Planes, numPlanes, _ := calculator.PlaneMonoConsecRANSAC32(vlist, 0.003,
																0.1,
																500,
																0.1,
																50,
																80,
																500)

3. Data reading

As we started preparing for something that reads the data, we discovered that only existing .ply reader in Golang is based on cgo, which calls functions in an external c++ library. The code of this package is not easy to use nor easy to understand. What's more, function calls to a c++ library may undermine significantly the performance. Thus, we decide to develop a .ply reader based on native Golang. 。

3.1 Parsing header

First, we will want to

for _, i := range lines {
	split := strings.Fields(i)
	switch split[0] {
	// define the format
	case "format":
		version, _ = strconv.ParseFloat(split[2], 64)
		switch split[1] {
		case "ascii":
			file_type = PLY_ASCII
		case "binary_little_endian":
			file_type = PLY_BINARY_LE
		case "binary_big_endian":
			file_type = PLY_BINARY_BE
		}

	// add comment
	case "comment":
		comments = append(comments, i[8:])

	// add obj_info
	case "obj_info":
		if len(split) > 1 {
			for i := 1; i < len(split); i++ {
				obj_info = append(obj_info, split[i])
			}
		}

	//  add a new element
	case "element":
		// if we meet a new element and we have edited the properties of an element : we pack this element and add it in to the slice
		if prop_edited == true {
			elems = append(elems, *New_element(ele_name, ele_num, props))
			prop_edited = false
			props = nil
		}
		ele_name = split[1]
		ele_num, _ = strconv.Atoi(split[2])

	case "property":
		// if this line describes a property list : the second keyword will be "list", the third keyword will describe the type of first data (length of the list) and the fourth keyword for the rest data
		var isList, count, typ int
		var name string
		if split[1] == "list" {
			isList = 1
			count = TypeConverter(split[2])
			typ = TypeConverter(split[3])
			name = split[4]
		} else {
			isList = 0
			count = 0
			typ = TypeConverter(split[1])
			name = split[2]
		}
		prop := New_property(name, typ, typ, 0, isList, count, count, 0)
		props = append(props, *prop)

		// indicate whether the property is modified
		prop_edited = true

	case "end_header":
		// we pack the last element and add it in to the slice
		elems = append(elems, *New_element(ele_name, ele_num, props))
	}
}

3.2 Reading

Generally, there exits 2 ways of encoding for .ply files : ASCII and binary. The former can be read directly while the latter needs to be decoded through a particular procedure. Since files obtained by a Intel device are always encoded in binary mode, this will be the only mode support by our file reader.

if name == "vertex" {
	// grab vertex elements
	for i := 0; i < num_elems; i++ {
		plyfile.PlyGetElement(cplyfile, &vlist[i], unsafe.Sizeof(plyfile.VertexMono{}))
		vertices = append(vertices, vlist[i])
	}

} else if name == "face" {
	// grab face elements
	for i := 0; i < num_elems; i++ {
		plyfile.PlyGetElement(cplyfile, &flist[i], unsafe.Sizeof(plyfile.FaceReading{}))

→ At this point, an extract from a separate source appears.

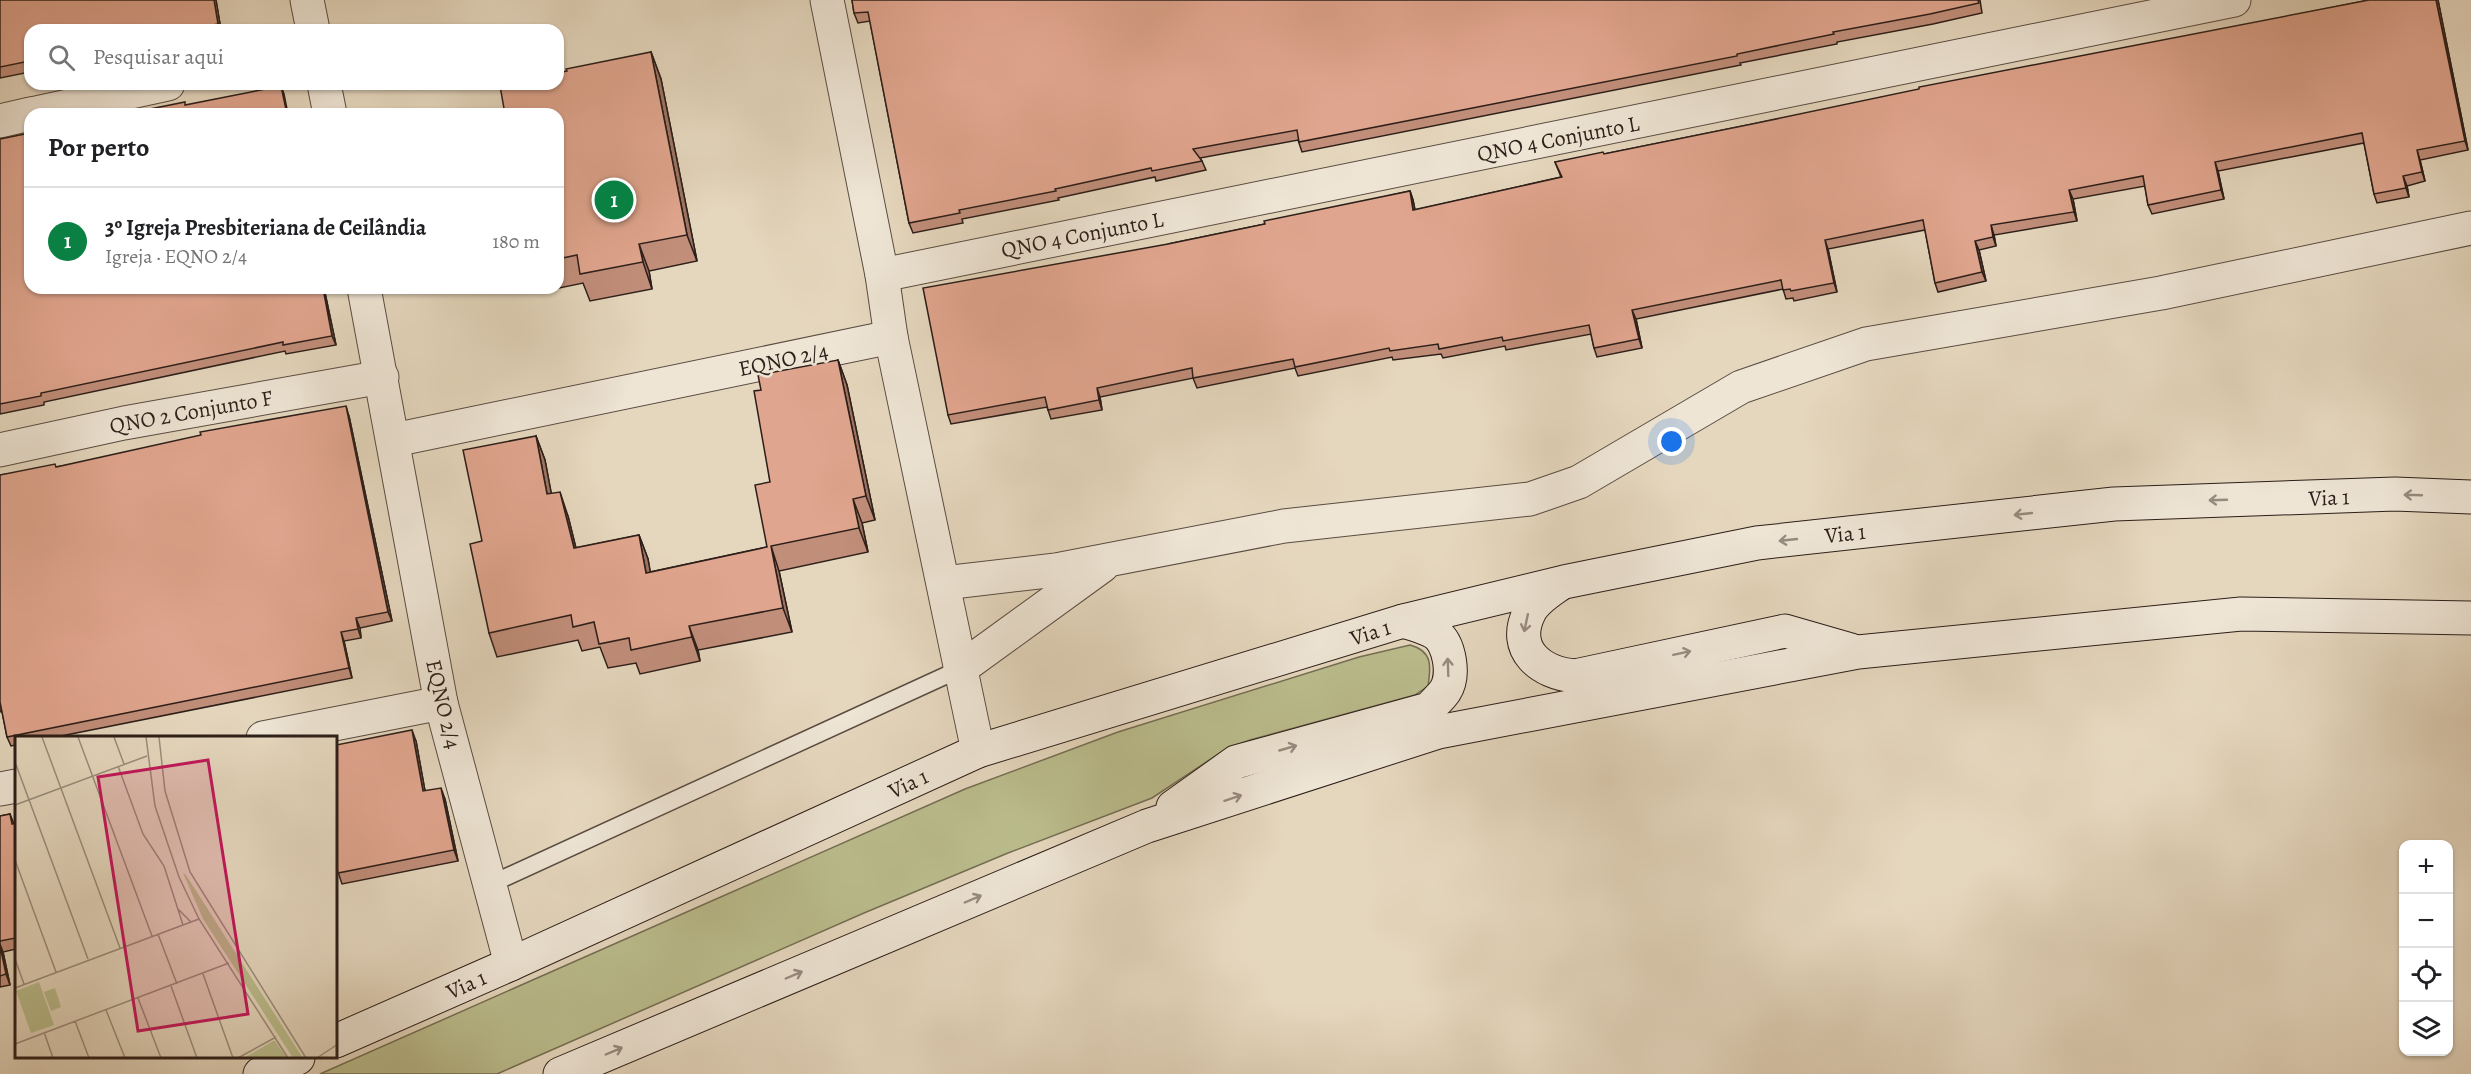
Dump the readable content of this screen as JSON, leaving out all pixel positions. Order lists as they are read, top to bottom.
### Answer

		// extract integers from binary listst and export to a slice of faces
		FaceBuf := plyfile.Face{int(binary.LittleEndian.Uint32(flist[i].Vert1[:])), int(binary.LittleEndian.Uint32(flist[i].Vert2[:])), int(binary.LittleEndian.Uint32(flist[i].Vert3[:]))}
		faces = append(faces, FaceBuf)
	}
}

For each triple of 3d coordinates, decode according to the proper coding method (Little / Big Endian).

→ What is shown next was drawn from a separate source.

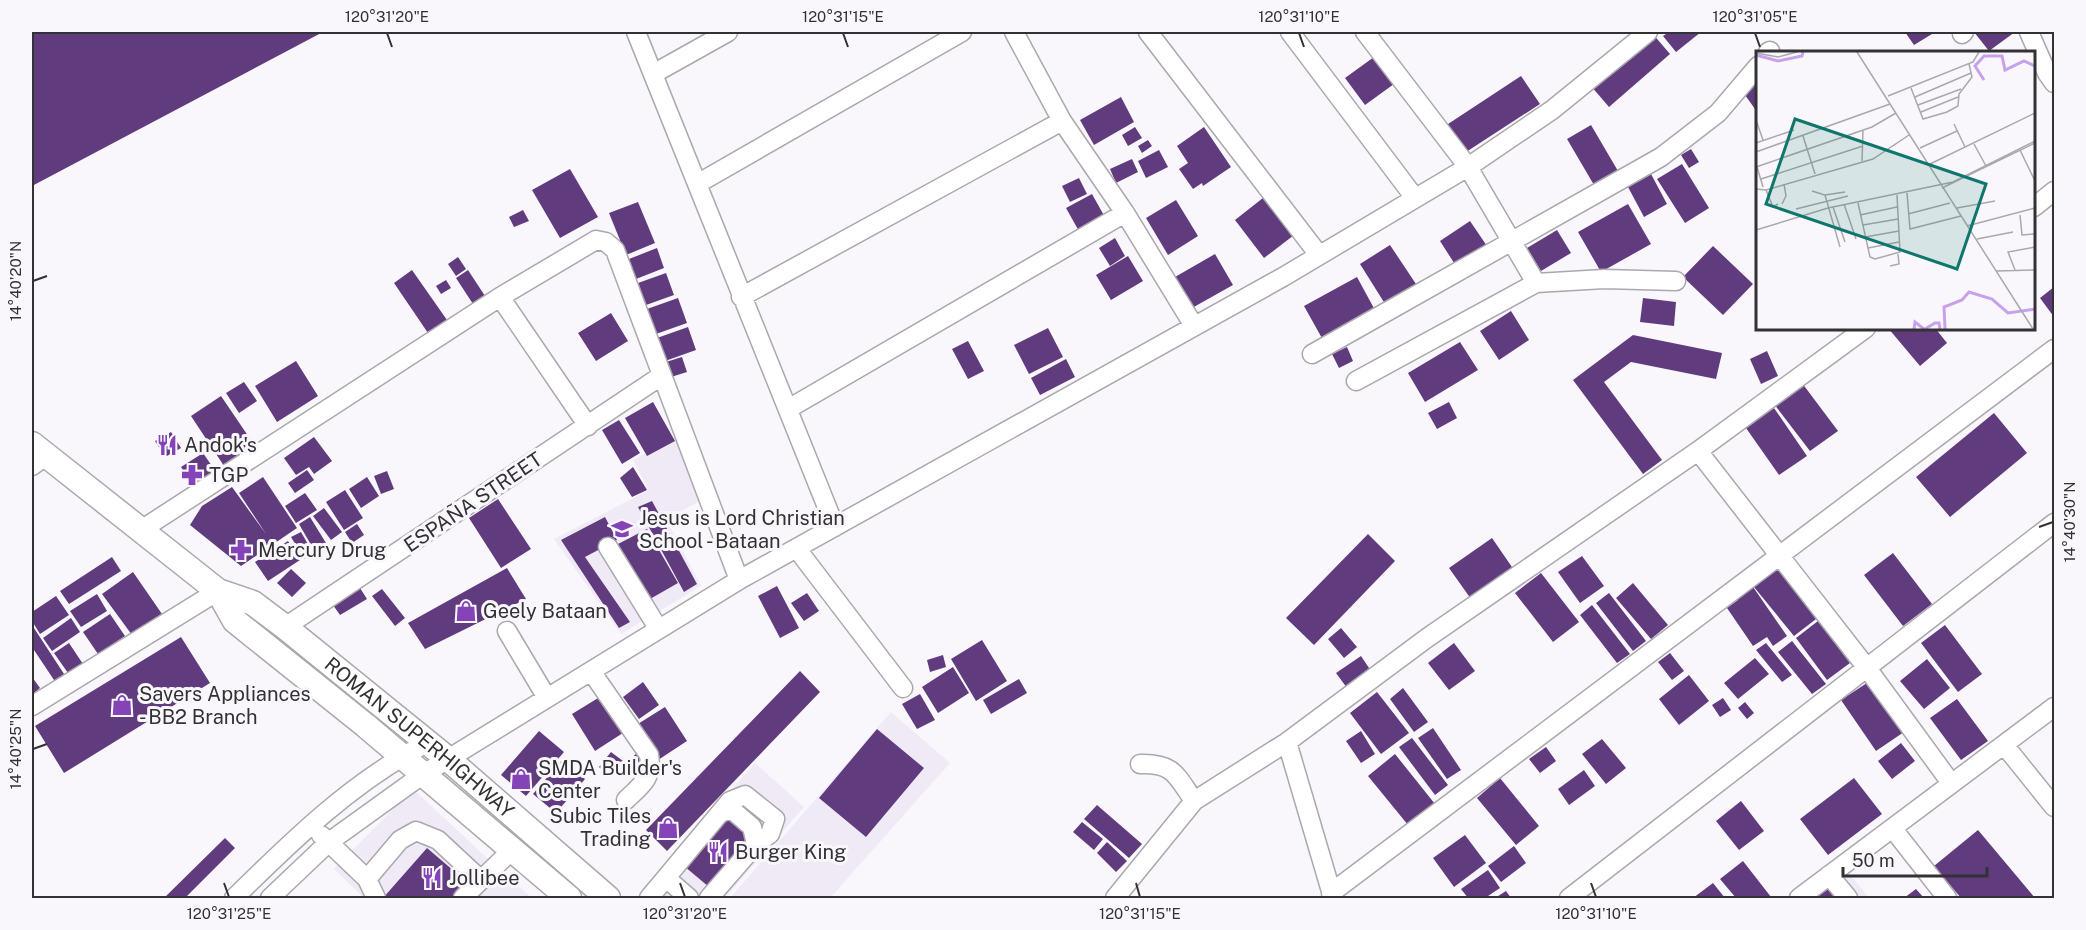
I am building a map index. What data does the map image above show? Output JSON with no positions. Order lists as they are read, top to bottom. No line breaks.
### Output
{"streets":{"main road":["ROMAN SUPERHIGHWAY"],"street":["ESPAÑA STREET"]},"crossings":[["ESPAÑA STREET","ROMAN SUPERHIGHWAY"]],"places":{"restaurant":["Andok's","Burger King","Jollibee"],"pharmacy":["TGP","Mercury Drug"],"school or university":["Jesus is Lord Christian School - Bataan"],"shop":["Geely Bataan","Savers Appliances - BB2 Branch","SMDA Builder's Center","Subic Tiles Trading"]},"scale_bar":"50 m","coordinates":["120°31'20\"E","120°31'15\"E","120°31'10\"E","120°31'05\"E","14°40'20\"N","14°40'30\"N","14°40'25\"N","120°31'25\"E"]}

func PlyGetElement(plyfile *PlyFile, element interface{}, size uintptr) {
	switch plyfile.file_type {
	case PLY_BINARY_LE:
		buffbytes := make([]byte, size)
		r := bytes.NewReader(buffbytes)
		_, _ = plyfile.Fp.Read(buffbytes)
		_ = binary.Read(r, binary.LittleEndian, element)

	case PLY_BINARY_BE:
		buffbytes := make([]byte, size)
		r := bytes.NewReader(buffbytes)
		_, _ = plyfile.Fp.Read(buffbytes)
		_ = binary.Read(r, binary.BigEndian, element)
	}
}

A slice containing all the vertices (points) and another for the faces (composed by 3 points) will be returned at the end.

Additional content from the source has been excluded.